Title IX, which marks its 40th anniversary this month, requires gender equity in educational settings that receive federal funding.

The Office for Civil Rights (OCR) has been actively pushing for a wider understanding that sexual harassment and assault are violations of Title IX. It sent guidance to universities and schools last year detailing their obligations to create an environment that treats alleged victims sensitively, deals promptly with charges, and works to prevent such behavior.

“Students cannot learn if they don’t feel safe, and sexual harassment and sexual violence interfere with a student’s right to receive an education free of discrimination,” Assistant Secretary for Civil Rights Russlynn Ali said in a conference call with reporters Friday.

Between 2008 and 2011, the OCR has seen a 78 percent increase in sexual harassment complaints. In addition to investigating such complaints, it has been conducting proactive compliance reviews of eight higher education institutions and two K-12 settings.

The issue at Yale arose before the OCR's guidance letter was sent. Rather, it came into public view because of widely publicized incidents in the fall of 2010, when Yale fraternity pledges chanted comments outside dormitories that some students felt created a hostile environment – including slogans that appeared to support rape, such as “No means yes.” The civil rights complaint stemmed in part from such incidents.

Long before the agreement announced Friday, the university prohibited the fraternity involved from any on-campus activity for five years, and took other steps to improve the campus climate. It also delayed fraternity/sorority rush for first-year students until the second semester.

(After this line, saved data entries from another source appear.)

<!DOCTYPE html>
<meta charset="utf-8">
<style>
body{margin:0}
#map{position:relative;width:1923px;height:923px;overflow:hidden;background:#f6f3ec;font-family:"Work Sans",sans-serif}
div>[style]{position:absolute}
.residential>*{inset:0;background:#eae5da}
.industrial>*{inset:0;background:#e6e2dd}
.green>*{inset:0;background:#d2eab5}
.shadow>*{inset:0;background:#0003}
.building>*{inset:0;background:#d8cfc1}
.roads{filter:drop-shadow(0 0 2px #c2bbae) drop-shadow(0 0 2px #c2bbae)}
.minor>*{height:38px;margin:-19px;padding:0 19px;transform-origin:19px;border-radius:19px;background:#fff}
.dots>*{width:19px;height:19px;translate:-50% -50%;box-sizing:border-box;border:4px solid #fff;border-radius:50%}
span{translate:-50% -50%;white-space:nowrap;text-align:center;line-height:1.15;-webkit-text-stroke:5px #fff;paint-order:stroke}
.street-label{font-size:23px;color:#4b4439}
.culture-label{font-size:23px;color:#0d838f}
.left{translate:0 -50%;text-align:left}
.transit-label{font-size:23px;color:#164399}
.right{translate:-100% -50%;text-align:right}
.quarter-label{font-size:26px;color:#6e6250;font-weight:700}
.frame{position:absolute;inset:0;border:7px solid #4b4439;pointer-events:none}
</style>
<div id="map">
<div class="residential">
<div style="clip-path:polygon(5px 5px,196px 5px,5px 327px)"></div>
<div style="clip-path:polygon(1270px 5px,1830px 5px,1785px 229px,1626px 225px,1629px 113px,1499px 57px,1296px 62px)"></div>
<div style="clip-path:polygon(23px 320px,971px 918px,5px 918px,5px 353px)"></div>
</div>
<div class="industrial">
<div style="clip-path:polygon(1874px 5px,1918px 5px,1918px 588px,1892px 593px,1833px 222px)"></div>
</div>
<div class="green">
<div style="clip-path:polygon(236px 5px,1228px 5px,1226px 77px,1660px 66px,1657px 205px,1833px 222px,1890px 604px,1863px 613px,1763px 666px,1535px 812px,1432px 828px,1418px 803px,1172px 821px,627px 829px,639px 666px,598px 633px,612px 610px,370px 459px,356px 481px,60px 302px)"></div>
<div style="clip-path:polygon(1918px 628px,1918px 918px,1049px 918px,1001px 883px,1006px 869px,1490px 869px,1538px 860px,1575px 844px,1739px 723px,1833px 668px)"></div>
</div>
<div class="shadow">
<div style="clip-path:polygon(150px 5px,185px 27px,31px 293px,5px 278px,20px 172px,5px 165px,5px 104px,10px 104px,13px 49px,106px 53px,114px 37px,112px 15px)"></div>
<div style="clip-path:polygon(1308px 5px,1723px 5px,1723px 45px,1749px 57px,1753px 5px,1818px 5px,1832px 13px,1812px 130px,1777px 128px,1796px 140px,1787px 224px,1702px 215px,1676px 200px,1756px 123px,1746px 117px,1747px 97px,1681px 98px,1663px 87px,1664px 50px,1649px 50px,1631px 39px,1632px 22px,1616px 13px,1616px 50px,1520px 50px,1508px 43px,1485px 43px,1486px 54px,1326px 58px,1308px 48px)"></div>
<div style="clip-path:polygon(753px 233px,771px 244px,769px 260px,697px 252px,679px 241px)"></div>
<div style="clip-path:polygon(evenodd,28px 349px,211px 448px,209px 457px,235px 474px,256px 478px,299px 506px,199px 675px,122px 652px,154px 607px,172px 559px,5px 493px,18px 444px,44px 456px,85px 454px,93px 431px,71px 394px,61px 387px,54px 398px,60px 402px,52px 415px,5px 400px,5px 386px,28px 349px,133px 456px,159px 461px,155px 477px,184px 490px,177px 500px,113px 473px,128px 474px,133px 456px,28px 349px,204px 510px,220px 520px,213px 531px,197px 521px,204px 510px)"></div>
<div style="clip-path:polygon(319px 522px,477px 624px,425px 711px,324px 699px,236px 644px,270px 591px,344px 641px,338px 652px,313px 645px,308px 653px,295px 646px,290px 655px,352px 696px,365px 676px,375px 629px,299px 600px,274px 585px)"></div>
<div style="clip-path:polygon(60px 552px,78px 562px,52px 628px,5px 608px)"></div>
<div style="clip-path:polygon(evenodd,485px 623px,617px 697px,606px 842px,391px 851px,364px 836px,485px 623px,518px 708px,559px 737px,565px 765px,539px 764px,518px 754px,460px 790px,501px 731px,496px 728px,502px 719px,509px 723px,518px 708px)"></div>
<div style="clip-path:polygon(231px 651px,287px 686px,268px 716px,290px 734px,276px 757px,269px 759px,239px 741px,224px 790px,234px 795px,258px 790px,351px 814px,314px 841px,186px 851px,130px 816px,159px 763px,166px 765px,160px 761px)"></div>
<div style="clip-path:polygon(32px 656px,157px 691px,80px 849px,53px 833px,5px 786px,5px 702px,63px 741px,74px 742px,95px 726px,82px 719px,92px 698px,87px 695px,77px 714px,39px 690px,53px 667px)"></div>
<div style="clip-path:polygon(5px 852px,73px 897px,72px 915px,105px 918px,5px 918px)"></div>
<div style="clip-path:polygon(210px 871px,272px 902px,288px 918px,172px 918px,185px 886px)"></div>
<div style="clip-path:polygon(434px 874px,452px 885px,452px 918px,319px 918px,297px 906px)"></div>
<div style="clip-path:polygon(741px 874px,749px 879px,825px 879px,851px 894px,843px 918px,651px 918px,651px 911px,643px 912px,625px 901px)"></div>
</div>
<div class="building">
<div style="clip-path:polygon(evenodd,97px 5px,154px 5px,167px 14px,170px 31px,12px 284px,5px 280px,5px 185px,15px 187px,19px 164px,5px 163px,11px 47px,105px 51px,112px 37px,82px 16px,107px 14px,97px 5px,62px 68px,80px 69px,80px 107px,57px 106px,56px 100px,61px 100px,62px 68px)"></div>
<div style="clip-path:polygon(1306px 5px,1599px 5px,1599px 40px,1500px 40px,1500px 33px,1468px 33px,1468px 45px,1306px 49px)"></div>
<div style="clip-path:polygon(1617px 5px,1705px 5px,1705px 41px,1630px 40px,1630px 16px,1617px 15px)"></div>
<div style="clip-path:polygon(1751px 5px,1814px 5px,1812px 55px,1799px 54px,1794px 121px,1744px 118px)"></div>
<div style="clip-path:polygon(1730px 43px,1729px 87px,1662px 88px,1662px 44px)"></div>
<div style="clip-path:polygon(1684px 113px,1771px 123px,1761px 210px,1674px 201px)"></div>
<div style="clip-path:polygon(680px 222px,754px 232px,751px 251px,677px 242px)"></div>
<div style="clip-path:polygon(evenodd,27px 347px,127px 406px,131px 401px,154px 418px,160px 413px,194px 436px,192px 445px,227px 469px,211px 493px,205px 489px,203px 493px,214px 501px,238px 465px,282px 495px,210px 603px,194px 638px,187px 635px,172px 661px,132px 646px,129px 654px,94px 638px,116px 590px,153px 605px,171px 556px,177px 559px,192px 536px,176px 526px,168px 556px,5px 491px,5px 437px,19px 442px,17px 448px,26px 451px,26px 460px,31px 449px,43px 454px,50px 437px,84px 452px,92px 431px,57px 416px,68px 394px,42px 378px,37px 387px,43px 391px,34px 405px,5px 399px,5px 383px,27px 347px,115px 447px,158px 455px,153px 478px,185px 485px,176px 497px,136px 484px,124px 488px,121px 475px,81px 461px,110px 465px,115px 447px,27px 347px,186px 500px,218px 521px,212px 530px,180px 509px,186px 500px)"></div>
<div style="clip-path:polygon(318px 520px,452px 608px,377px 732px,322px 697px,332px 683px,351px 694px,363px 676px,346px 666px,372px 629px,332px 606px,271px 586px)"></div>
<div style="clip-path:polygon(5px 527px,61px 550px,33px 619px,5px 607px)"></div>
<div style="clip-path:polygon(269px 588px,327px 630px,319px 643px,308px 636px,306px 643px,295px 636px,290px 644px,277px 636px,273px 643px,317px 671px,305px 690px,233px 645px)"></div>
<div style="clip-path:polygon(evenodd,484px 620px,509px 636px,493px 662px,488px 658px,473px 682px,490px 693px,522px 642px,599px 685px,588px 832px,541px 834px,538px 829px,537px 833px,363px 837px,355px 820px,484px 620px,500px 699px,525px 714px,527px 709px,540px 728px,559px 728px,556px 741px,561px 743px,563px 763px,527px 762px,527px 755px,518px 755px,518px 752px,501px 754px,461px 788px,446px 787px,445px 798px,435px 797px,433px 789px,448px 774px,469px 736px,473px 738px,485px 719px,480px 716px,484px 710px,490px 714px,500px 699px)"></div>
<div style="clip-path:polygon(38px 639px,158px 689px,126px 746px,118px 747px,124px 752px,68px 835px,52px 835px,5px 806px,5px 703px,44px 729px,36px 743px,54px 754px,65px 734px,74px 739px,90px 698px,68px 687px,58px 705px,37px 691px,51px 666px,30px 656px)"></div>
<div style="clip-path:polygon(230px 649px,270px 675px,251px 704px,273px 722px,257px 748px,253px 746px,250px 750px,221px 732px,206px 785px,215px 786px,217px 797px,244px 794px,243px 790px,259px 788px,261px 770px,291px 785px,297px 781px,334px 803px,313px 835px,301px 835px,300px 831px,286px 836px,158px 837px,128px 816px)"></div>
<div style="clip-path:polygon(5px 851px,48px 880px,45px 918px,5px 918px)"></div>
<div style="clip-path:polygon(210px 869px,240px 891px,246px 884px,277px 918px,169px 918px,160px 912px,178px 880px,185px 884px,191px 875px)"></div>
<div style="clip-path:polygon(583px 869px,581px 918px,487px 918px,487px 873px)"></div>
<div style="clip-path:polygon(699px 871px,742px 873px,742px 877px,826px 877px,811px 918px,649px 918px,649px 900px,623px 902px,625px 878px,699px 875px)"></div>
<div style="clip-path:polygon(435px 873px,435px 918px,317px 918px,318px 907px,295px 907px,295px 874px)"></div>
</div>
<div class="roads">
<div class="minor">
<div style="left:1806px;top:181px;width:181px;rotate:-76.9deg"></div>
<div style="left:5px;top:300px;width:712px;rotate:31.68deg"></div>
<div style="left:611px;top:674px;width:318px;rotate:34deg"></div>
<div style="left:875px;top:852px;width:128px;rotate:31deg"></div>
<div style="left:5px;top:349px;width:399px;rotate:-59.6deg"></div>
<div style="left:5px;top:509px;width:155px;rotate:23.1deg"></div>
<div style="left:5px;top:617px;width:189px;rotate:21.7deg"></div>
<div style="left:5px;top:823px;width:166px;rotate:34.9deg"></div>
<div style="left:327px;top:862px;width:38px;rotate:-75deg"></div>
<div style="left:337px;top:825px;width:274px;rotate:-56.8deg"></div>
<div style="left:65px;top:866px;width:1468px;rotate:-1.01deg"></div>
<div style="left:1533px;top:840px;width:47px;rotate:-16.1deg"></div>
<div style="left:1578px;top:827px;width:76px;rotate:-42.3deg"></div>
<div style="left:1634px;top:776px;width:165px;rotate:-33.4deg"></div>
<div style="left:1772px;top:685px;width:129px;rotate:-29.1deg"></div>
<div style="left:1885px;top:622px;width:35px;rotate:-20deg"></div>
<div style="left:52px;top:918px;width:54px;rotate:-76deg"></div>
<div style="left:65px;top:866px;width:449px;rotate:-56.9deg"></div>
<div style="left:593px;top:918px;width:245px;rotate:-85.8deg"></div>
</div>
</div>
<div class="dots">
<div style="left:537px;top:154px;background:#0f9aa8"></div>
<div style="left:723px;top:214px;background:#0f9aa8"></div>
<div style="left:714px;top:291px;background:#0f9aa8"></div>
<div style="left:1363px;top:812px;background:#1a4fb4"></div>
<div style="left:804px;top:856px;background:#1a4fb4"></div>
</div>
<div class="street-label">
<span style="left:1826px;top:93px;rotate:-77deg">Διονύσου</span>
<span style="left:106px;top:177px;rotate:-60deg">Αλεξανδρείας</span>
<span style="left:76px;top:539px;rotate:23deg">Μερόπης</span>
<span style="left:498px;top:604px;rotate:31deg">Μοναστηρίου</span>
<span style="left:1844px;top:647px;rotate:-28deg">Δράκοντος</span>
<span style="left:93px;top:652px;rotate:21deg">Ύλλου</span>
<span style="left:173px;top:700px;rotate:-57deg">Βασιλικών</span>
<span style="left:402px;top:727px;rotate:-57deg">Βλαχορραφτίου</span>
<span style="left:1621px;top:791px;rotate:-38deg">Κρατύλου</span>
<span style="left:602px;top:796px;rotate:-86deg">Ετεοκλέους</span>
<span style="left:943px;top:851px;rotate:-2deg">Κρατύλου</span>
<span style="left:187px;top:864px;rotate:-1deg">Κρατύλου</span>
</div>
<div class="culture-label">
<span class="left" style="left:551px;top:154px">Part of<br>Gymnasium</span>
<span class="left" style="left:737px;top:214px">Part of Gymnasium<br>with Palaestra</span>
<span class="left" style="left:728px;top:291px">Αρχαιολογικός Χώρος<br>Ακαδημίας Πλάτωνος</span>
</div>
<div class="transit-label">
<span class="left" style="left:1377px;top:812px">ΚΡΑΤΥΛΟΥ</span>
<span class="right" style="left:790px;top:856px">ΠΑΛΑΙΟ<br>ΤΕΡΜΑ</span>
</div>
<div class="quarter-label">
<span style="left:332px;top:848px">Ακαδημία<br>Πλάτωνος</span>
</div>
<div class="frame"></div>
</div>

The agreement does not mean the OCR found the university in violation of Title IX, but simply outlines steps the university has taken or has agreed to through negotiations with OCR. Yale will be monitored through 2014 to ensure it is in compliance.

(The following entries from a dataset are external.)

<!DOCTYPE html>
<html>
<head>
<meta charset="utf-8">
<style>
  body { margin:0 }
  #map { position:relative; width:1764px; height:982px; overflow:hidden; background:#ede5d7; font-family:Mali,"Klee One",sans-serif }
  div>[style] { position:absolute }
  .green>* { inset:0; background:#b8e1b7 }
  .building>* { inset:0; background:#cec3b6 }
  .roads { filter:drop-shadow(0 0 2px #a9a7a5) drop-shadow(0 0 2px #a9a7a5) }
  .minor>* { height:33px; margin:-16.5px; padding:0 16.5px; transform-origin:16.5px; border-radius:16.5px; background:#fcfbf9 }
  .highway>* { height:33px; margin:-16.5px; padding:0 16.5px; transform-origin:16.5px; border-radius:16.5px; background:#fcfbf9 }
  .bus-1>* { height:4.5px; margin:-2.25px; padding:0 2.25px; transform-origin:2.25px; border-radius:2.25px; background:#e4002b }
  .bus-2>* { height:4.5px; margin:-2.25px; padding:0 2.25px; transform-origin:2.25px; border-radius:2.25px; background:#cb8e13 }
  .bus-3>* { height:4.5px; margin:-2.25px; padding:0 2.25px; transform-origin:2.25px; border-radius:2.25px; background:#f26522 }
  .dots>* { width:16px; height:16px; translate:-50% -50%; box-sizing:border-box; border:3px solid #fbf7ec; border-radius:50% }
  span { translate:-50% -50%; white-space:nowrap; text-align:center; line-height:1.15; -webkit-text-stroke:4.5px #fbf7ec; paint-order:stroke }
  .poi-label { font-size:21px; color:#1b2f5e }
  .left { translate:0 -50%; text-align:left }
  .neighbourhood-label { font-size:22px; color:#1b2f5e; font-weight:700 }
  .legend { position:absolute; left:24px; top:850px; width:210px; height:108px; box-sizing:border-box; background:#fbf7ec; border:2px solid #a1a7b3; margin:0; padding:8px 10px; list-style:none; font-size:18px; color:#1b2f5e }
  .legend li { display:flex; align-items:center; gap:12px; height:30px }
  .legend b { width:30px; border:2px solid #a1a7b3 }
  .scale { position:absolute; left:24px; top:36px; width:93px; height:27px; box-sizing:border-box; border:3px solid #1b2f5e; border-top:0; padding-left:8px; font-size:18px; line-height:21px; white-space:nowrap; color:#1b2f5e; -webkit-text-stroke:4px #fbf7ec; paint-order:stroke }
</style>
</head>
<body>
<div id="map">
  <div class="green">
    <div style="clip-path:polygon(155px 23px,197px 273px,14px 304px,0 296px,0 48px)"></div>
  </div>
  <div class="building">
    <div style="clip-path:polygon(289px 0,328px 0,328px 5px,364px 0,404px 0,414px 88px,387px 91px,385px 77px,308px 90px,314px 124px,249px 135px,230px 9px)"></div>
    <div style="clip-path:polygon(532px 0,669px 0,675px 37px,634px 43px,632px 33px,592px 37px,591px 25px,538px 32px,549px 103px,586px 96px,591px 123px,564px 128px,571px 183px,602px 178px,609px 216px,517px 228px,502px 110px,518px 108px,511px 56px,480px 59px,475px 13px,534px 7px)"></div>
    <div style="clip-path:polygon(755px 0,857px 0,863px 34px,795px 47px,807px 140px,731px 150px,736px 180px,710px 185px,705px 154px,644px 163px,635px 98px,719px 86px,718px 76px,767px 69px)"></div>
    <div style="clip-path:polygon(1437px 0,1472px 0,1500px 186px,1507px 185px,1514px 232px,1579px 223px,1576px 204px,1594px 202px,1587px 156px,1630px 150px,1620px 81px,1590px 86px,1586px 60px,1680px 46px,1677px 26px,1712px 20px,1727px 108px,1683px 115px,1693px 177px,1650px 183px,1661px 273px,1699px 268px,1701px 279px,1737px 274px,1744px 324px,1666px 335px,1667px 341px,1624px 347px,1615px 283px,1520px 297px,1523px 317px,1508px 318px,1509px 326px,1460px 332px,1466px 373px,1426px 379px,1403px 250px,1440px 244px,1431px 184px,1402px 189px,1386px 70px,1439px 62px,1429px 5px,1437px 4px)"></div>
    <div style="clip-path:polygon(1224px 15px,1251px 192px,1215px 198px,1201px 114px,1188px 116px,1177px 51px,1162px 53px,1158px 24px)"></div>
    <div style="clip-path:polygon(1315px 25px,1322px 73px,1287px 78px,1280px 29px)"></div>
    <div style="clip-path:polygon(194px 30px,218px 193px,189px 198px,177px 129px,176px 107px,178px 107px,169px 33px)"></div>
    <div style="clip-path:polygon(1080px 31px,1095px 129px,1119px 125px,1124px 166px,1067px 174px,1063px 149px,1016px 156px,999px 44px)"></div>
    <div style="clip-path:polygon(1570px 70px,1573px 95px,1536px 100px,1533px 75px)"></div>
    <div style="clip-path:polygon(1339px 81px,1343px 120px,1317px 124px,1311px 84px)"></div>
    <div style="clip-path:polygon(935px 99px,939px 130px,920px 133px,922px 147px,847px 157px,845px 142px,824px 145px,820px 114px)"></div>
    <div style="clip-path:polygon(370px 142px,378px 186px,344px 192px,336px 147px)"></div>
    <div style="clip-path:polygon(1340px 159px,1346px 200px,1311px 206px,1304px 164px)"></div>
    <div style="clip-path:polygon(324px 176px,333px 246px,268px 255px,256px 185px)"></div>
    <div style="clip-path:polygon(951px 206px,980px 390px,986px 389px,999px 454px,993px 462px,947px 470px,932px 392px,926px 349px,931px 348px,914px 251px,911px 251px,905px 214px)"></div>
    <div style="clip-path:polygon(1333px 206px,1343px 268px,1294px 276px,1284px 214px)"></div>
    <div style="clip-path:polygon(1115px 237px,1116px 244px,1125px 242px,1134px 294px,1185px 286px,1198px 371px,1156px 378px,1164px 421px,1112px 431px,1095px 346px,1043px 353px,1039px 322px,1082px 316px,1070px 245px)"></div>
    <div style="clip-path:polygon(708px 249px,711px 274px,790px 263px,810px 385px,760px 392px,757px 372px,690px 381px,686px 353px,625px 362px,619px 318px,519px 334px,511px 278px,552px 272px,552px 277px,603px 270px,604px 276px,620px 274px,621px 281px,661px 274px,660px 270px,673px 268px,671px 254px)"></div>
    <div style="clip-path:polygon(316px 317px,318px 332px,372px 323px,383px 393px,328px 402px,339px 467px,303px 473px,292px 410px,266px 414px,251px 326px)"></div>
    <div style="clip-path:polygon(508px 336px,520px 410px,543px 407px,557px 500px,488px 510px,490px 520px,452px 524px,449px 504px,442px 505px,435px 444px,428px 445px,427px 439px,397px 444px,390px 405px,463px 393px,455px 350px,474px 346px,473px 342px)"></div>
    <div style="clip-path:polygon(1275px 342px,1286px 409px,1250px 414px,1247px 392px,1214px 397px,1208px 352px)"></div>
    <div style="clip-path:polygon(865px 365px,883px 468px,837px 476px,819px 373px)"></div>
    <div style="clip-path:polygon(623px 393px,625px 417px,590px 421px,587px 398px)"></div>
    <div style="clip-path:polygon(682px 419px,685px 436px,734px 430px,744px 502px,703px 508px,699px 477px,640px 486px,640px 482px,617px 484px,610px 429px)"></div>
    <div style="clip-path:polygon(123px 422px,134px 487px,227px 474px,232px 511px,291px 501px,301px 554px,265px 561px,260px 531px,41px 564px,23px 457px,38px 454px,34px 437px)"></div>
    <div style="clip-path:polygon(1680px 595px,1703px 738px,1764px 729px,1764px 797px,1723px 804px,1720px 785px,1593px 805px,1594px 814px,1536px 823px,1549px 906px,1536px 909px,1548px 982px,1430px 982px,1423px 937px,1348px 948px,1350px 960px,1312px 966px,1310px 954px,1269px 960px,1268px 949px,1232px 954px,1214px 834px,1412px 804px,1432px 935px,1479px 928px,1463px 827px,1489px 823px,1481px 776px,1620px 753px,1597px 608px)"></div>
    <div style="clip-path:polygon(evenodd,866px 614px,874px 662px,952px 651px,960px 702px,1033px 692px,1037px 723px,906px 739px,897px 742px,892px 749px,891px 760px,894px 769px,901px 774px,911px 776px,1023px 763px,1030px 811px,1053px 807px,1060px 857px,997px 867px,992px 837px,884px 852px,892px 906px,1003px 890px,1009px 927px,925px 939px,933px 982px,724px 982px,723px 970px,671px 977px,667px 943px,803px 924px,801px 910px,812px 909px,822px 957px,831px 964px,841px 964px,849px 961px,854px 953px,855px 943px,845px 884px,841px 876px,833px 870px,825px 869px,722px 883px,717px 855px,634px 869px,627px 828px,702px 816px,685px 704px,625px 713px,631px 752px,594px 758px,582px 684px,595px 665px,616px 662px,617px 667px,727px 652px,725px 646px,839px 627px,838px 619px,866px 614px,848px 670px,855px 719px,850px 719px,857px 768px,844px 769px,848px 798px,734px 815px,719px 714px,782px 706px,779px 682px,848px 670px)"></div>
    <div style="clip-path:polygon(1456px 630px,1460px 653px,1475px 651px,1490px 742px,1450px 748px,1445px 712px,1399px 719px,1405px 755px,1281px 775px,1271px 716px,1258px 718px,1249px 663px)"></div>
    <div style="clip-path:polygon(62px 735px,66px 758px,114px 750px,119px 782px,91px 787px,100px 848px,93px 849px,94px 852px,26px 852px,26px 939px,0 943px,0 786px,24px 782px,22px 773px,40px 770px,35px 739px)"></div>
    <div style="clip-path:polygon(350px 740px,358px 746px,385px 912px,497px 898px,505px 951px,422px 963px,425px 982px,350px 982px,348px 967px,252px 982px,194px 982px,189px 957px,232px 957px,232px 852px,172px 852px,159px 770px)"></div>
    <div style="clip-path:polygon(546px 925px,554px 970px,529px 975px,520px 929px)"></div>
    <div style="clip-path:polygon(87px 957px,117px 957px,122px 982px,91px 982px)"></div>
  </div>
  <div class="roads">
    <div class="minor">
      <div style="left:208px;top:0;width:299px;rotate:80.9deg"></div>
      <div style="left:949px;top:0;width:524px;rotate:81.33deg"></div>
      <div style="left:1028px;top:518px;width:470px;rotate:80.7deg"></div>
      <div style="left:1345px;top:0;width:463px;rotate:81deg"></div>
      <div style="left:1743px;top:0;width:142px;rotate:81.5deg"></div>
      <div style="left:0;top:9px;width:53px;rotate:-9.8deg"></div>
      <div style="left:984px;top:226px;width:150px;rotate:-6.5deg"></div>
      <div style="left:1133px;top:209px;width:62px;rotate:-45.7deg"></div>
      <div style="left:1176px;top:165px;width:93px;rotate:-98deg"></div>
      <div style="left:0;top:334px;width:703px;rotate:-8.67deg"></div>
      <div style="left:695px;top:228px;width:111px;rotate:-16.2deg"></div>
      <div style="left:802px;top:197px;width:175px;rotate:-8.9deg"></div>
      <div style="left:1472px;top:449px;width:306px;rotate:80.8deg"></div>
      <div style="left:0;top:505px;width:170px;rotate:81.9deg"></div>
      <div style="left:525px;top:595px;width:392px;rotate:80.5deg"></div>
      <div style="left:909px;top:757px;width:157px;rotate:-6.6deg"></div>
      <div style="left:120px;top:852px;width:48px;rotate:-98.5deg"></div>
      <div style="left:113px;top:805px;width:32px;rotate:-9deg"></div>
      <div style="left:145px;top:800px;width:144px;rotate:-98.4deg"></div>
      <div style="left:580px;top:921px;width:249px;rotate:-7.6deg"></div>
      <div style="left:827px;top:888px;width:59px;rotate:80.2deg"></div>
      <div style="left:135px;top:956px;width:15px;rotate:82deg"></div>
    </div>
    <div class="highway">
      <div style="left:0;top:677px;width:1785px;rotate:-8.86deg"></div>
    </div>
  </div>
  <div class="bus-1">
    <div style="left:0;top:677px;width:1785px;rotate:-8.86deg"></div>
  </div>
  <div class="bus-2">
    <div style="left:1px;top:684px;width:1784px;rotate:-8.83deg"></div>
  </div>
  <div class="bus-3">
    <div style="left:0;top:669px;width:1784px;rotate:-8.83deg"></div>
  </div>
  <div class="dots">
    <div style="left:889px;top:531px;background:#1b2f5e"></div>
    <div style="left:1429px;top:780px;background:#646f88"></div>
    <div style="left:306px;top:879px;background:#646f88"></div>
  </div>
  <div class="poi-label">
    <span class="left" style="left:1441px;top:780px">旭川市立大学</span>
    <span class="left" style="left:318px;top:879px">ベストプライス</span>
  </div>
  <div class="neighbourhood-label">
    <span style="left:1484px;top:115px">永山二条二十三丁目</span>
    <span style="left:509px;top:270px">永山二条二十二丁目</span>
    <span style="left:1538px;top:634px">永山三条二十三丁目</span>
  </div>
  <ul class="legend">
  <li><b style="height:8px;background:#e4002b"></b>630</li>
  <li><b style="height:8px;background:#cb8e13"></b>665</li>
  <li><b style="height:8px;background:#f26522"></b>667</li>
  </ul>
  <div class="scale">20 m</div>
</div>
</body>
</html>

The investigation included interviews with dozens of students or recent graduates who told “tragic” stories of harassment or assault, Ms. Ali said. It revealed weaknesses in Yale’s system for reporting, recording, and resolving such grievances, she added.

Ms. Ali applauded Yale’s leaders for their “courage and willingness to change.”

Among the steps Yale has already undertaken or has agreed to:

  • Creating a university-wide Title IX coordinator who will oversee efforts to ensure compliance with Title IX in specific ways related to sexual misconduct.
  • Setting up a University-Wide Committee on Sexual Misconduct to educate students and staff about the grievance procedures and resources on campus, and to enforce the policies.
  • Training campus police, residential leaders, students, and others to ensure a safer learning and living environment.
  • Creating a Sexual Harassment and Assault Response and Education Center where victims can turn on a 24/7 basis for help.
  • Assessing the campus climate, at least annually, with regard to sexual misconduct, discrimination, and Title IX.

“We are pleased … with the terms of our voluntary agreement,” says a written statement from Yale. “Over the past two years, the University has committed extensive resources toward improving its policies, procedures, practices and services to provide an environment in which all students feel safe and well supported, and protected from sexual misconduct.”

The OCR’s guidance letter sent to schools last year was somewhat controversial, largely because some academic-freedom groups disagreed with its requirement that schools adjudicate charges of misconduct with a “preponderance of the evidence” standard – in which a disciplinary body needs to be just over 50 percent sure the incident occurred to take action against the accused.

Since the letter was issued last spring, Ali said she’s been “heartened to see institutions across the country share the concerns [about] sexual violence and harassment, and closely reevaluate and improve how they respond to and prevent these egregious acts.”